Avec ce label, Lovecraft est devenu mondialement connu, un sous genre de la littérature fantastique est apparu et toute une littérature inspirée des univers lovecraftiens va voir le jour, avec des textes plus ou moins réussis pour certains. Quand on se que Lovecraft désignait lui-même de manière assez péjorative cette tendance qu’avaient certaines personnes à vouloir relier l’ensemble de ses créations sous la coupe d’un mythe, parlant ainsi de « yog-sothotheries », on peut sans trop se tromper, dire qu’il n’aurait pas donné son accord pour la création de ce label. D’autant que si l’on peut comprendre qu’un auteur ou cinéaste envie de lui rendre hommage à travers une œuvre — comme le souhaiterait Guillermo del Toro qui, profondément marqué par les textes de Lovecraft, désespère de pouvoir un jour adapter Les montagnes hallucinées au cinéma — cela s’est très rapidement transformé en une mercantilisation du nom de Lovecraft. Aspirant à la littérature généraliste le voilà qui s’est ainsi trouvé labélisé, son nom désormais rattaché à des produits dérivés de toutes sortes qui n’auraient sans doute pas été de son goût.

Loin de vouloir bâtir une hagiographie de Lovecraft, l’ensemble des ouvrages publiés ces dernières années apparaissent avant tout comme animés par un désir d’exhaustivité. Ainsi, il ne s’agit pas dans ces ouvrages de mythifier l’auteur ou de passer certains aspect peu reluisants de son existence mais plutôt de chercher celui qui se cache derrière la légende en mettant en évidence ses qualités, ses défauts et ses contradictions. Faire advenir l’homme et l’œuvre, cachés derrière le mythe, voilà l’objectif que se sont donnés ces gens qui ont en commun d’avoir été fortement marqués par les textes de Lovecraft. Montrer l’écrivain sans fard et dans toute sa complexité, un projet d’envergure phénoménale quand on pense à la montagne que représente sa correspondance et à la personnalité complexe de Lovecraft.

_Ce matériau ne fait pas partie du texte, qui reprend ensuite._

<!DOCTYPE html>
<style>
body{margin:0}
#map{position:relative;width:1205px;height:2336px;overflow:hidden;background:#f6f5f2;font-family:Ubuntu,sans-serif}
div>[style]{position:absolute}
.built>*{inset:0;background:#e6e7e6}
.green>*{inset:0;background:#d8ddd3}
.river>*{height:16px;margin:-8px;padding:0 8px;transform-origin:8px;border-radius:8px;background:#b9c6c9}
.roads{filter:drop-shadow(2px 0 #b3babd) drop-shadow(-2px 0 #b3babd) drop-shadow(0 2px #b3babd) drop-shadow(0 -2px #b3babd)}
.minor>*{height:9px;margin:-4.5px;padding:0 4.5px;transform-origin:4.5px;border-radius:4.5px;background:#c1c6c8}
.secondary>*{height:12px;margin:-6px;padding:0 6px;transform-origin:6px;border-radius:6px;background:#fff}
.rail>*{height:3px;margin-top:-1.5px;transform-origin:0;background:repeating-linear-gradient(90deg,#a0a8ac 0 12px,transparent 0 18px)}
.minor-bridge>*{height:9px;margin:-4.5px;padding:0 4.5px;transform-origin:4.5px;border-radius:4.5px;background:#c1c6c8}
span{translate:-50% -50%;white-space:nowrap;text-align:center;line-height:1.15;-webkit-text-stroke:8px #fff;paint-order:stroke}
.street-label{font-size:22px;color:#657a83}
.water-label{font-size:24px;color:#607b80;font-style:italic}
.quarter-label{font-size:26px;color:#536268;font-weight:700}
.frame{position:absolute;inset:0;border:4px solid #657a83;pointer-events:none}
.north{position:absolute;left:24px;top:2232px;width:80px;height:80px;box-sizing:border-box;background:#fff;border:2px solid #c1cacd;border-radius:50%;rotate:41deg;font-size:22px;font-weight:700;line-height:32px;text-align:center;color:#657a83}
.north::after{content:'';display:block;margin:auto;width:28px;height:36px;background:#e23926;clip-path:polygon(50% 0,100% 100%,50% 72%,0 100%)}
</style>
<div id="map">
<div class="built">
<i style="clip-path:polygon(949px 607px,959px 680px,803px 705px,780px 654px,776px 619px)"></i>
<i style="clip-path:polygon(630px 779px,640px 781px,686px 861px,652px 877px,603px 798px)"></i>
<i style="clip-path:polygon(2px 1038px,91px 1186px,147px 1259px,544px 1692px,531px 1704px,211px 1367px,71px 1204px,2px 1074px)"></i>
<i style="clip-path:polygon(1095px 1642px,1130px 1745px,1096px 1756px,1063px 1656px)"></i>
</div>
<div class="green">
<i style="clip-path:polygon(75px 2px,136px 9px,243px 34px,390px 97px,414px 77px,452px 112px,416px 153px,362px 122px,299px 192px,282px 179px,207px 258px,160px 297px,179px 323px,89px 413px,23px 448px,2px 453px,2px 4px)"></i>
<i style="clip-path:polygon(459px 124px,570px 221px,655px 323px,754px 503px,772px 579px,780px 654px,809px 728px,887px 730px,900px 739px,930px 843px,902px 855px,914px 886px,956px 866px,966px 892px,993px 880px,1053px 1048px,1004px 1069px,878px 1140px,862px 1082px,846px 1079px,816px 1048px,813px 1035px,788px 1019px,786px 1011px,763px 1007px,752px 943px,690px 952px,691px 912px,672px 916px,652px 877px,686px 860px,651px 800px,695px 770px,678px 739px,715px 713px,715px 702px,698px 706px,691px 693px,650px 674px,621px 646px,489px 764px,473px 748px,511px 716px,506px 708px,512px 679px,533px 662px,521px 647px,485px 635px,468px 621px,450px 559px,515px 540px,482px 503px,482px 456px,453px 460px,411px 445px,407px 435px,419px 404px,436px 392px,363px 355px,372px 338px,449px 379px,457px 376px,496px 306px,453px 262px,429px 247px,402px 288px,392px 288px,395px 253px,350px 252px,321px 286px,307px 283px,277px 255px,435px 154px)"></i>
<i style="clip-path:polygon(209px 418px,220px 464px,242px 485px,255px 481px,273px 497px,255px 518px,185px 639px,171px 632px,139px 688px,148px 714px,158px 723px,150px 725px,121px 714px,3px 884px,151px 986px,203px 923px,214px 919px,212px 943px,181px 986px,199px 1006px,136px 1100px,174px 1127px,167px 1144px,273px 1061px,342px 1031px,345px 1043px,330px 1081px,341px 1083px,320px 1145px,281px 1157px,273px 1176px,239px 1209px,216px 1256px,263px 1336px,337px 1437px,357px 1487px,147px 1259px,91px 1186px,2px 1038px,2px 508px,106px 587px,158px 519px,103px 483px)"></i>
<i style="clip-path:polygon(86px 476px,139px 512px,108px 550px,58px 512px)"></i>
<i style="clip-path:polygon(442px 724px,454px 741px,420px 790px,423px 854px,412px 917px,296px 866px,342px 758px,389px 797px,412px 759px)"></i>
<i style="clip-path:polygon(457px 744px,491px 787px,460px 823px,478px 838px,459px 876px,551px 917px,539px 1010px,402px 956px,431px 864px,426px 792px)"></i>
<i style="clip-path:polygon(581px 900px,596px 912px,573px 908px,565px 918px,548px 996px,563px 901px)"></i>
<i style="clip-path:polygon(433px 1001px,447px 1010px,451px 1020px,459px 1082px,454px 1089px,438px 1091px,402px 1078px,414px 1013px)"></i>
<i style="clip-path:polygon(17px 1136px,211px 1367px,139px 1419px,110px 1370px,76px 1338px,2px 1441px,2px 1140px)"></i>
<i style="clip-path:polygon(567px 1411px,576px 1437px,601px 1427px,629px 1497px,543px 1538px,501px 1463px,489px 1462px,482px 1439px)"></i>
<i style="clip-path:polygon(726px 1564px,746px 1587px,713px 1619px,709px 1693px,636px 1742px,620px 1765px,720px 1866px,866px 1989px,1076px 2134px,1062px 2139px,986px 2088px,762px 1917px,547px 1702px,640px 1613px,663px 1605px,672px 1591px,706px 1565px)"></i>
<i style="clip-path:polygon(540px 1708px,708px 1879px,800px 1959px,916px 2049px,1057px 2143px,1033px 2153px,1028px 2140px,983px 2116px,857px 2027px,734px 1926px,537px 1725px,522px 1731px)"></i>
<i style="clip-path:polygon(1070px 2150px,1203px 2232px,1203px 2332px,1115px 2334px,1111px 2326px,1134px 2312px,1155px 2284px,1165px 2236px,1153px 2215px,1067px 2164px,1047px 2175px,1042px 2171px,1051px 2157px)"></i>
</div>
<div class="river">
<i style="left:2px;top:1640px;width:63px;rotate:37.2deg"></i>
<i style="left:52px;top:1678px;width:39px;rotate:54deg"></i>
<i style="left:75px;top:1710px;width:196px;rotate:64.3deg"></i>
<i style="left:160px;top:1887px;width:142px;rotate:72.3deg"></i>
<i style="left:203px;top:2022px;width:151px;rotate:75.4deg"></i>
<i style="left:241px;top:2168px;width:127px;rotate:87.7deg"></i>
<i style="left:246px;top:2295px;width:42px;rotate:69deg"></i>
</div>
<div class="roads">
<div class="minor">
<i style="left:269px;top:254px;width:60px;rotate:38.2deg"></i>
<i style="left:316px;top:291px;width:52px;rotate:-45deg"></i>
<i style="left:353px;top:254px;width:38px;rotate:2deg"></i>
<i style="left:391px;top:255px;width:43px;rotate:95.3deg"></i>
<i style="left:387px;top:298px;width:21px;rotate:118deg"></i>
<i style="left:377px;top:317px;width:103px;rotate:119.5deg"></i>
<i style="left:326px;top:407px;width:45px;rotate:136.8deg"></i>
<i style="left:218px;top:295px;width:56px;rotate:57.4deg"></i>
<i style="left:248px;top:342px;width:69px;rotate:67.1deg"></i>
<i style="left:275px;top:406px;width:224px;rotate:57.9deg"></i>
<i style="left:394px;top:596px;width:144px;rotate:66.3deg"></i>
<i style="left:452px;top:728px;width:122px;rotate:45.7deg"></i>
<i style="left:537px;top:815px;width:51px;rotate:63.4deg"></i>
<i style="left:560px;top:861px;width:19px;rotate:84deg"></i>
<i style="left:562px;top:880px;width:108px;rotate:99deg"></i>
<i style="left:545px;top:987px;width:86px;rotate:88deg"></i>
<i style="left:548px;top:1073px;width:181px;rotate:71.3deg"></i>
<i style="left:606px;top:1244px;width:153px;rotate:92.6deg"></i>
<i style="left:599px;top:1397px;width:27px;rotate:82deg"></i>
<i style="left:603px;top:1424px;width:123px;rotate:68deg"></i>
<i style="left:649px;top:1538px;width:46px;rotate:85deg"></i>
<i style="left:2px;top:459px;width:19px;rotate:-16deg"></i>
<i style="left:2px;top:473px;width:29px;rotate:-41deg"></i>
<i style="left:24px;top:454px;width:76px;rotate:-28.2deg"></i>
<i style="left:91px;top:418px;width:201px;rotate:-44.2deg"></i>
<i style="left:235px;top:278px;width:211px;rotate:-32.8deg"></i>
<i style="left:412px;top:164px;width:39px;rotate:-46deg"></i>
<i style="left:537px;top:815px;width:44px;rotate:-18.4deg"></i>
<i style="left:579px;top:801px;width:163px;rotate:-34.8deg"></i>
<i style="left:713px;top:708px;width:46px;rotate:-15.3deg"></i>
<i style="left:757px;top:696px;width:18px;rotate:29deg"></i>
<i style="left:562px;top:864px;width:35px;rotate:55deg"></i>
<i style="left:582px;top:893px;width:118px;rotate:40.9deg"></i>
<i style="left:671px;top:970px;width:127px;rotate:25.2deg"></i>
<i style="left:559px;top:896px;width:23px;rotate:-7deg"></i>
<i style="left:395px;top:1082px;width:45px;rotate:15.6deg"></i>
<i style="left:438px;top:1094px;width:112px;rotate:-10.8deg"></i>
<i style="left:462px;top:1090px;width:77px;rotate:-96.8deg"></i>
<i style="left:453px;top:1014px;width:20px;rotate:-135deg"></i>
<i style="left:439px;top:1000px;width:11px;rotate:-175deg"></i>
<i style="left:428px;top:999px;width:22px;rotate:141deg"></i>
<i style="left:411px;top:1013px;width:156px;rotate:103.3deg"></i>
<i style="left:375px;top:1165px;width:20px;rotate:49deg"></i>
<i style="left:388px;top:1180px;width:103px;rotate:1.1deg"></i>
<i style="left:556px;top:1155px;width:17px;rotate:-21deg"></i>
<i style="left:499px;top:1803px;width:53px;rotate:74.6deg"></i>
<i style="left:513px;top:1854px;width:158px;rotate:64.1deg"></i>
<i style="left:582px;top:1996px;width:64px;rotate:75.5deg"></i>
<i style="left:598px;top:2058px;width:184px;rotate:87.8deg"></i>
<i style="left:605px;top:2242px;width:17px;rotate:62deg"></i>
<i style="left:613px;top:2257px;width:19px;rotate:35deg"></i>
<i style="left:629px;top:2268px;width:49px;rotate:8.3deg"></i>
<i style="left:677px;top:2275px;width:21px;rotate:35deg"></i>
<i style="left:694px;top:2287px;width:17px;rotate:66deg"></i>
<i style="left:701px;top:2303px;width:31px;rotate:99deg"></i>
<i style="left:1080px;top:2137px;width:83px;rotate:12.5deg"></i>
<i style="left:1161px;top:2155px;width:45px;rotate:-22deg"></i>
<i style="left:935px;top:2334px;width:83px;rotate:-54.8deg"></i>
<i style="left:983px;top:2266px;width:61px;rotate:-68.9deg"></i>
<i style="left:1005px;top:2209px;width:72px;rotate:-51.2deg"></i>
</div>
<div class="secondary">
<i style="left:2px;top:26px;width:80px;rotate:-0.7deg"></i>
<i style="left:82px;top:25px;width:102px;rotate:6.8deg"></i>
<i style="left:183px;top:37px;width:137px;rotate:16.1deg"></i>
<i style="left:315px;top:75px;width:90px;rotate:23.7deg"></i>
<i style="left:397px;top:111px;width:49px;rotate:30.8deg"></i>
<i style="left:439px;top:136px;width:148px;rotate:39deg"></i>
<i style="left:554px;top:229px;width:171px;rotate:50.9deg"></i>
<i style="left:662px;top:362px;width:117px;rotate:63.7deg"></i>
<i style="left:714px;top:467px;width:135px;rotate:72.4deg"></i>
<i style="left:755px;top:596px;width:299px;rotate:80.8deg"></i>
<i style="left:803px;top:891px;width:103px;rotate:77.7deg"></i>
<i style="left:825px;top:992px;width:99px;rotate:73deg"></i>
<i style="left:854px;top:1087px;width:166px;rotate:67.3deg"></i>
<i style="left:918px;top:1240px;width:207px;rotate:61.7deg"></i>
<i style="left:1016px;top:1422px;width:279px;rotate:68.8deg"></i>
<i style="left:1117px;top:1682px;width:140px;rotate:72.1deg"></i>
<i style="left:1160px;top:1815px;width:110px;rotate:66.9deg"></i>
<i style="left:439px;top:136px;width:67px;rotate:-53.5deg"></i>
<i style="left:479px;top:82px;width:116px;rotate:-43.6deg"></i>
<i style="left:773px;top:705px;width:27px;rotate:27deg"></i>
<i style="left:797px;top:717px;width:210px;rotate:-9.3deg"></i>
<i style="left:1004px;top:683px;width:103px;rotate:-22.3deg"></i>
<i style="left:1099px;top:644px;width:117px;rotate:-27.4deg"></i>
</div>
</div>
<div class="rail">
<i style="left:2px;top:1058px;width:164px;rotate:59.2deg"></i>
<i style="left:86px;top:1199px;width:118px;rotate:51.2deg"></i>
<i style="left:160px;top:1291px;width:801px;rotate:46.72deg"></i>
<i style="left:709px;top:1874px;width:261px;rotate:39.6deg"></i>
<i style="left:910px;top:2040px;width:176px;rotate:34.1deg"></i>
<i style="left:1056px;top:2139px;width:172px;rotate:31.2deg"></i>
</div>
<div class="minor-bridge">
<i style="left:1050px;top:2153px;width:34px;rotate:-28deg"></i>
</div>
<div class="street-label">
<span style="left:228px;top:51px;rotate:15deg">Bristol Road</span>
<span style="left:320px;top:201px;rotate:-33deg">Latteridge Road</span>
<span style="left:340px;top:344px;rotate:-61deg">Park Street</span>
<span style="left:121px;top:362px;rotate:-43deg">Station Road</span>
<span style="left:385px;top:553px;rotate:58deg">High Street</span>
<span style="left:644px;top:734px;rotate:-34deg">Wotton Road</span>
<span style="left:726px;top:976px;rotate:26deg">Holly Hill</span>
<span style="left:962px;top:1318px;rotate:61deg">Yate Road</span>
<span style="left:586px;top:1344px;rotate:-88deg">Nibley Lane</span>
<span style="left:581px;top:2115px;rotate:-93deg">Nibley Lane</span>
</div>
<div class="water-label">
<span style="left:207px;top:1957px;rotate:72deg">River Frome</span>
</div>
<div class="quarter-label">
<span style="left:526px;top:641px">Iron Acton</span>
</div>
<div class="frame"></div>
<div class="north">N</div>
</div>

Avec des travaux d’une grande qualité comme c’est le cas pour Le guide Lovecraft de Christophe Thill ou Lovecraft au cœur du cauchemar publié sous la direction de Jérôme Vincent et de Jean-Laurent Del Soccoro, ces passionnés nous permettent de découvrir Lovecraft avec un regard neuf et de prendre toute la mesure de l’influence de celui-ci. Peut-être est-ce finalement au 21e siècle, grâce à eux, que Lovecraft sortira de l’ombre du « Mythe de Cthulhu » auquel il a injustement été inféodé pour être reconnu pour ce qu’il est : un grand auteur américain.